Réduire l’objectif de la gouvernance d’entreprise à la satisfaction de l’intérêt des actionnaires ne se justifie pas juridiquement.
Conclusion
Économistes, financiers et juristes se penchent depuis longtemps sur la manière de gérer une entreprise. Force est de constater que l’approche dominante de la gouvernance d’entreprise repose actuellement sur des mythes. Le droit permet de déconstruire ces mythes:
1. La société par actions n’est pas qu’un contrat.
2. Les actionnaires ne sont pas les propriétaires de cette société.
3. Les actionnaires ne sont pas seuls et uniques créanciers résiduels.
4. Les actionnaires ne s’investissent pas tous activement et positivement dans la gouvernance.
5. La gouvernance d’entreprise doit mettre en balance l’intérêt de l’entreprise et de ses parties prenantes (dont les actionnaires).

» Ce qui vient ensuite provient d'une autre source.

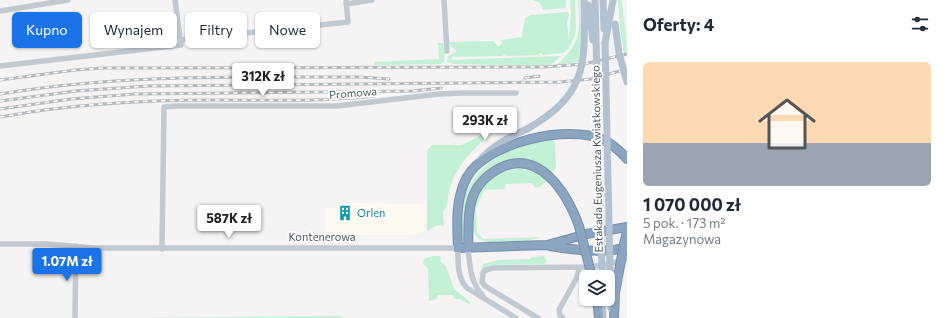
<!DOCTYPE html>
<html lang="pl">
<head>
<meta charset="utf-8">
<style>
	:root { --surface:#fff; --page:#f6f6f7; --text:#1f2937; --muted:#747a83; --line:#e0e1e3; --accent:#1a73e8 }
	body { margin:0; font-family:Commissioner,sans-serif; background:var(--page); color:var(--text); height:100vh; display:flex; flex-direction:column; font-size:15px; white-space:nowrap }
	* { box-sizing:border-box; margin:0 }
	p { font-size:13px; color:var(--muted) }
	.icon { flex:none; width:22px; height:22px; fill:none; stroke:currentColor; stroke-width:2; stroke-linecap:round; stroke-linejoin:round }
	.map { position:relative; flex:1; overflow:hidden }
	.sheet { display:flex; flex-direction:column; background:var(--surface); width:320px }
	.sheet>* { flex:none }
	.top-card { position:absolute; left:12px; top:12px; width:380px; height:36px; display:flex; gap:8px }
	.tools { position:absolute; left:579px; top:270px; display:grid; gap:8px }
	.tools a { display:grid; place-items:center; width:36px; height:36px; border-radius:6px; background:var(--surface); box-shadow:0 1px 3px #0004; font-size:20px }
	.price { position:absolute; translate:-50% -34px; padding:0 9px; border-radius:4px; background:#fff; color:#222; font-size:13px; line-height:26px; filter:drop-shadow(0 1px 2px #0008) }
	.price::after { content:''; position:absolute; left:50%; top:24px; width:12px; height:9px; margin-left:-6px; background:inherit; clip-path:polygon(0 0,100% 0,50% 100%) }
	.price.active { background:var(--accent); color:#fff }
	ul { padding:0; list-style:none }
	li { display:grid; align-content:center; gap:8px; height:212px; padding:0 16px }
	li+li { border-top:1px solid var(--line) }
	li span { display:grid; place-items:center; height:124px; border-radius:6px; color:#555 }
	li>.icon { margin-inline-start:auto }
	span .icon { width:72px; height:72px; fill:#fffc; stroke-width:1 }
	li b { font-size:17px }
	h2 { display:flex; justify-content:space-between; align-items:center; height:48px; padding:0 16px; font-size:17px }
	.pill { padding:0 14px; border-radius:6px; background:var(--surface); box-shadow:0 1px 3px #0004; font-size:14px; line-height:36px }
	.pill.active { background:var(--accent); color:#fff }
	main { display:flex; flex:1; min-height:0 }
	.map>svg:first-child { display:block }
	.commercial { fill:#fdf9ef }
	.green { fill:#c3f1d5 }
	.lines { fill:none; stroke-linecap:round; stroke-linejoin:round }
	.highway-casing { stroke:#7690ad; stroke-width:10 }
	.minor { stroke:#c1cad2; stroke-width:5.5 }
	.major { stroke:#b3c2d1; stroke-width:7 }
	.highway { stroke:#8ba5c1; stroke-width:8 }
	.rail-casing { stroke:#b5b8bd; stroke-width:3 }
	.rail { stroke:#fff; stroke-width:1.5; stroke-dasharray:4.5; stroke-linecap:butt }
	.highway-bridge-casing { stroke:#7690ad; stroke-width:10; stroke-linecap:butt }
	.major-bridge { stroke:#b3c2d1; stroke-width:7 }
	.highway-bridge { stroke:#8ba5c1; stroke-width:8 }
	.labels { text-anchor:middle; stroke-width:3.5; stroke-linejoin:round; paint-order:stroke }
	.street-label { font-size:11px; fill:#4a5661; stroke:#fff }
	.culture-label { font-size:11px; fill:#0d838f; stroke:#fff; text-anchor:start }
</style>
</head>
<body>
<main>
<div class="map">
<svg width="627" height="318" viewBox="0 0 627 318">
	<rect width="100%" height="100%" fill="#f5f3f3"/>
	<path class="commercial" d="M352,203l73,1 -1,27 -2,2 -9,2h-88v-27l26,-1z"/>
	<path class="green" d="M532,0h34v7l-2,1 -21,2 -3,-7z
		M570,0h5l1,28 -1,7 -5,11 -1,-2v4l-6,5 -21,2v-2h-3v2l-33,1v-2l-3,1v1l-51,1v3l109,-4 -9,8 -6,2 -92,-2 -7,-2 1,-6 9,-5 -6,-4 -2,-5 44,-1 5,5h2l2,-3 -1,-3 21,-3 3,-19 6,-3 36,-3 2,3 -2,8 2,18 2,-29z
		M578,0h1c2,21 3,42 -1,62l-21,3c25,-24 23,-32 21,-65z
		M618,0h4c1,18 5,35 5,53l-3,1 -4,-28z
		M438,43h5l2,9 -1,10 -3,2 -66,1 -1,-2v-1l65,-3z
		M495,128c-10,12 -26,24 -34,37 -5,7 -9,15 -11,23 -3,8 -1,17 -7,24l1,14 -6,-1 -11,6v-81l5,-5h30z
		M553,139l2,4 1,24 -4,7c-3,-3 -6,-6 -9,-8 -23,-14 -57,-3 -70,20 -8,14 -9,38 -10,54l-2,-2c0,-13 0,-26 3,-38 11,-40 51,-55 89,-61z
		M519,169c11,1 20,4 28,12l-7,6 -5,1 -3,-5 -26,1 -1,5 -21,1 -8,19 1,23 7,7 55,-2c-9,5 -21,4 -31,4 -8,0 -19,3 -27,-1 -16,-6 -8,-43 1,-53 4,-6 11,-10 16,-15l1,1 10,-3z
		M434,256h6l1,6 5,4 8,23 16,13 -1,2 -9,-5h-6l-1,-4h-15l-1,4 -8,2 -1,-32 -5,-6 2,-5z
		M544,256l3,5 -3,3 -53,1 -8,4 -4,5 4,-10 15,-4 33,-1v-2z
		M340,316l2,2h-210z"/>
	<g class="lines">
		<g class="highway-casing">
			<path id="highway" d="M627,159c-7,-8 -14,-15 -24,-19 -35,-16 -116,2 -136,37 -12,22 -10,47 -9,71l89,-3 40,-11 40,-7
				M624,244l3,-13
				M550,246c23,4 55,8 77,1
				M468,248c1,-16 -1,-34 4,-49 4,-13 14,-23 26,-30 41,-22 69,24 81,57
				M597,299l2,19
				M614,318l1,-25"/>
		</g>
		<path class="minor" d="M444,0l3,51
			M346,4l26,-4
			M0,11l68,-11
			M181,40l167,-18 -2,-22
			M0,66l181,-21 -6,-45
			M0,244h48l46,4h364c0,15 -1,29 9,40l49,30
			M468,248c2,18 2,34 15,48
			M162,249l2,-142 13,-1h160l102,-12 23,-1h54
			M75,318l1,-72
			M538,318l-53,-32 -3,-4 1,-9 3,-3 7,-2 98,-1 31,-6 5,-3
			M563,318l-3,-3 -1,-5 17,-31 4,-12"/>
		<path class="major" d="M603,0l1,29
			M605,43l8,-43
			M480,160c13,-15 29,-23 47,-31
			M602,270v7
			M610,270l1,38
			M602,299l1,19"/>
		<use href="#highway" class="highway"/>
		<g class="rail-casing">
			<path id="rail" d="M525,78l14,-2
				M0,80l75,-10 28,-2 441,-1 40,-3 43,-10
				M0,94c119,-20 240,-17 360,-17l29,2
				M0,101l76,-10 72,-5 412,-4 31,-3 36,-10
				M0,109l71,-10 64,-5 278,-3 28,-3
				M0,117c71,-13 142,-17 214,-17 54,0 108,2 161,-4"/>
		</g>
		<use href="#rail" class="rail"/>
		<g class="highway-bridge-casing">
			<path id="highway-bridge" d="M579,226l13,51
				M615,293l9,-49"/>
		</g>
		<path class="major-bridge" d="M595,0l7,270
			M588,5l5,35
			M615,24l4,29 8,29
			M605,43l5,227
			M527,129c61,-35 58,-64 57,-129"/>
		<use href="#highway-bridge" class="highway-bridge"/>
	</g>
	<defs>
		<g id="building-bare" transform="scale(1.2)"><path d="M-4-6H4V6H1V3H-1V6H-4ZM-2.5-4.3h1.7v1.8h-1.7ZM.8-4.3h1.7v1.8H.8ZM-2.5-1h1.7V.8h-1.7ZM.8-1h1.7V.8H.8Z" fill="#0f9aa8" stroke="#fff" stroke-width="2.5" paint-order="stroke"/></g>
	</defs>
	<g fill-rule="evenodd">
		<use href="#building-bare" x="345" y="213"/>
	</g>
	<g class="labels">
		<g class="street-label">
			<text transform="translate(353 93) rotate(-5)" y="4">Promowa</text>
			<text transform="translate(597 159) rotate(-91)" y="4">Estakada Eugeniusza Kwiatkowskiego</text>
			<text x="322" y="241">Kontenerowa</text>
		</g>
		<g class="culture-label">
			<text x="357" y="217">Orlen</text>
		</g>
	</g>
</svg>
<div class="tools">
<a><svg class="icon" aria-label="layers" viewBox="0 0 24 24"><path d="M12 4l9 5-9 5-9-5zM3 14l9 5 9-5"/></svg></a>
</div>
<b class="price" style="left:263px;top:97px">312K zł</b>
<b class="price" style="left:485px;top:141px">293K zł</b>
<b class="price" style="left:229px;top:239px">587K zł</b>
<b class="price active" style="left:67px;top:282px">1.07M zł</b>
<div class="top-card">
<a class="pill active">Kupno</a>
<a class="pill">Wynajem</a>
<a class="pill">Filtry</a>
<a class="pill">Nowe</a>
</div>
</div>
<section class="sheet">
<h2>Oferty: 4<svg class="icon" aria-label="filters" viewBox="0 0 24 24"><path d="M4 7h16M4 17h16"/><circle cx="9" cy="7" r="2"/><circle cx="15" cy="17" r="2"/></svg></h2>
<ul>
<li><span style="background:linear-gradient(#ffd9b3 65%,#9aa5b1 0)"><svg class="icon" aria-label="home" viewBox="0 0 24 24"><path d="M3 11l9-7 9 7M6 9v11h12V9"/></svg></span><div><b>1 070 000 zł</b><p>5 pok. · 173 m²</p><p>Magazynowa</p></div></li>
</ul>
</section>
</main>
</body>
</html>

Ainsi, les théories de la gouvernance d’entreprise ne doivent pas être réduites au profit de la seule protection des actionnaires9 dont la satisfaction se mesurerait uniquement à la valeur boursière. J’espère l’avoir démontré, d’autant plus qu’il y a un enjeu qui ne doit pas être oublié: la prise en compte de l’intérêt social par les entreprises par l’intermédiaire d’une gouvernance pour le bien de tous.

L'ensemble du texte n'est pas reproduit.